Two lines below mark the span: the one containing "Transcribe the names and structure of the map image" and the one containing "Give me a JSON index of the street". Set down both, plus every line between, exactly as they stand, and nothing else.

*** Opening of THE DATA ***

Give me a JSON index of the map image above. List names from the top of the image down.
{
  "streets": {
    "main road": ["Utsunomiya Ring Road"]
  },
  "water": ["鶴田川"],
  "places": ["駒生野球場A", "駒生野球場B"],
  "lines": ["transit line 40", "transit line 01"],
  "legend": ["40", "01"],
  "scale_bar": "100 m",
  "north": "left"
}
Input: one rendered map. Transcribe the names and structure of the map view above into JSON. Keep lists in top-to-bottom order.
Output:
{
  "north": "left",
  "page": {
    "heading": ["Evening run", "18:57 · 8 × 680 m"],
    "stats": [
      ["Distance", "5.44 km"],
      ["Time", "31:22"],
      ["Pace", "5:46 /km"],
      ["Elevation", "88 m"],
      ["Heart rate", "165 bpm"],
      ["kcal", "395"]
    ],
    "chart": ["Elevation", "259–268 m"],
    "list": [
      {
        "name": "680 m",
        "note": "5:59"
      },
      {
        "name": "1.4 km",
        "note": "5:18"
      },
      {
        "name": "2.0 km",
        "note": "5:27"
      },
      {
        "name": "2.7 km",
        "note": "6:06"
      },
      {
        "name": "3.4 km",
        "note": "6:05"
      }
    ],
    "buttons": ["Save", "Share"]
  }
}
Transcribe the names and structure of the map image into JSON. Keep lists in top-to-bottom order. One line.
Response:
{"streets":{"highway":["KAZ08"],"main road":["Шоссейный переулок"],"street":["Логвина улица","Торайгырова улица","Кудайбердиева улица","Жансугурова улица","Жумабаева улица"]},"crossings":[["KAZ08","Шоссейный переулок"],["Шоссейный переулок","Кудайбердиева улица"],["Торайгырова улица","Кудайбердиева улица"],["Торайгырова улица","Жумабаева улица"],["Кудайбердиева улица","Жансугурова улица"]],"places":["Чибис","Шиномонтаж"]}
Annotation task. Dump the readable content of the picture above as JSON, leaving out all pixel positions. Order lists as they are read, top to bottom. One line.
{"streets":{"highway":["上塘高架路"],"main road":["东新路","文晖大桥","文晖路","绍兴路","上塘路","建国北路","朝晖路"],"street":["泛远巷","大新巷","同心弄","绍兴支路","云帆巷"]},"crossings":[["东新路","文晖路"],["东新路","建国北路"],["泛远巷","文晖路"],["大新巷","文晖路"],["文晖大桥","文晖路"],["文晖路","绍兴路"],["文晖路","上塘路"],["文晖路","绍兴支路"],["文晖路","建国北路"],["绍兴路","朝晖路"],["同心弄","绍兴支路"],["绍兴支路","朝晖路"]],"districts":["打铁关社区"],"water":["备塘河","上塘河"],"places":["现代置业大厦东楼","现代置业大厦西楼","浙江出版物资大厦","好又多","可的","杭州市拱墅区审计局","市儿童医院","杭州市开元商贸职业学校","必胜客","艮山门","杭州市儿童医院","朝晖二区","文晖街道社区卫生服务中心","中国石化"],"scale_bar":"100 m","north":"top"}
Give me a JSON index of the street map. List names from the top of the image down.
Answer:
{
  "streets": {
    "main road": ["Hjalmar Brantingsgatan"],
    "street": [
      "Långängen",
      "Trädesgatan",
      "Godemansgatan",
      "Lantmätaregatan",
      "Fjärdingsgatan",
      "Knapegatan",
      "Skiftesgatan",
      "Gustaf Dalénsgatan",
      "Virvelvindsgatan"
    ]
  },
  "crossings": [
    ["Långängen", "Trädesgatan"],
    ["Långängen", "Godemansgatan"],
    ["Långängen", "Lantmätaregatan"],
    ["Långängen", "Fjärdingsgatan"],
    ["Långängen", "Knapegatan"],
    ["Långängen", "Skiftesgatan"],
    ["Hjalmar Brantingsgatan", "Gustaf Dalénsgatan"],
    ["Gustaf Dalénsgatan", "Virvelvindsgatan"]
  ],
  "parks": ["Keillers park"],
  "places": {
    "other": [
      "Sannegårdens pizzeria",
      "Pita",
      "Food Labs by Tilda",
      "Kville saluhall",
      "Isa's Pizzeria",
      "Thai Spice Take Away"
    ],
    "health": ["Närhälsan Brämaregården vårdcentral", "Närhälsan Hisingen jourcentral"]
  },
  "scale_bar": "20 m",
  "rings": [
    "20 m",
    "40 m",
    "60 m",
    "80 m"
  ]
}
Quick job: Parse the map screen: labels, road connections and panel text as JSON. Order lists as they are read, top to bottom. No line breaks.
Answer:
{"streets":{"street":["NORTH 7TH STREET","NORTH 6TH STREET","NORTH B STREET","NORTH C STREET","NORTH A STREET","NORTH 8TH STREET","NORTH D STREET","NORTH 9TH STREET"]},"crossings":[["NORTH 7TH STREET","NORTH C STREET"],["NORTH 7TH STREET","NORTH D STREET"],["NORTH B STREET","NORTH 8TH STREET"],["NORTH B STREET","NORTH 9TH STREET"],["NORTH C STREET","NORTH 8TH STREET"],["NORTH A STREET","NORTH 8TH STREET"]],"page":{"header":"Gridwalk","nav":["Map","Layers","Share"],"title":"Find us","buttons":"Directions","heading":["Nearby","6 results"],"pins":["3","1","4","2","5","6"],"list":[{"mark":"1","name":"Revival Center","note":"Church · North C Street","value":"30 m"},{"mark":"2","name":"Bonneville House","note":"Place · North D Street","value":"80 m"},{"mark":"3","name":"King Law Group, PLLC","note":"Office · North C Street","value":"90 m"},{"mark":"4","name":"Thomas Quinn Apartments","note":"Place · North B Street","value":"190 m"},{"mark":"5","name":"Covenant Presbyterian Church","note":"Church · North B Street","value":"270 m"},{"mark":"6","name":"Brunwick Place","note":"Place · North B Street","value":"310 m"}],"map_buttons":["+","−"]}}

*** Close of THE DATA ***

→ **YOUR RESPONSE**:
Transcribe the names and structure of the map image into JSON. Keep lists in top-to-bottom order. One line.
Response:
{"streets":{"highway":["KAZ08"],"main road":["Шоссейный переулок"],"street":["Логвина улица","Торайгырова улица","Кудайбердиева улица","Жансугурова улица","Жумабаева улица"]},"crossings":[["KAZ08","Шоссейный переулок"],["Шоссейный переулок","Кудайбердиева улица"],["Торайгырова улица","Кудайбердиева улица"],["Торайгырова улица","Жумабаева улица"],["Кудайбердиева улица","Жансугурова улица"]],"places":["Чибис","Шиномонтаж"]}
Annotation task. Dump the readable content of the picture above as JSON, leaving out all pixel positions. Order lists as they are read, top to bottom. One line.
{"streets":{"highway":["上塘高架路"],"main road":["东新路","文晖大桥","文晖路","绍兴路","上塘路","建国北路","朝晖路"],"street":["泛远巷","大新巷","同心弄","绍兴支路","云帆巷"]},"crossings":[["东新路","文晖路"],["东新路","建国北路"],["泛远巷","文晖路"],["大新巷","文晖路"],["文晖大桥","文晖路"],["文晖路","绍兴路"],["文晖路","上塘路"],["文晖路","绍兴支路"],["文晖路","建国北路"],["绍兴路","朝晖路"],["同心弄","绍兴支路"],["绍兴支路","朝晖路"]],"districts":["打铁关社区"],"water":["备塘河","上塘河"],"places":["现代置业大厦东楼","现代置业大厦西楼","浙江出版物资大厦","好又多","可的","杭州市拱墅区审计局","市儿童医院","杭州市开元商贸职业学校","必胜客","艮山门","杭州市儿童医院","朝晖二区","文晖街道社区卫生服务中心","中国石化"],"scale_bar":"100 m","north":"top"}
Give me a JSON index of the street map. List names from the top of the image down.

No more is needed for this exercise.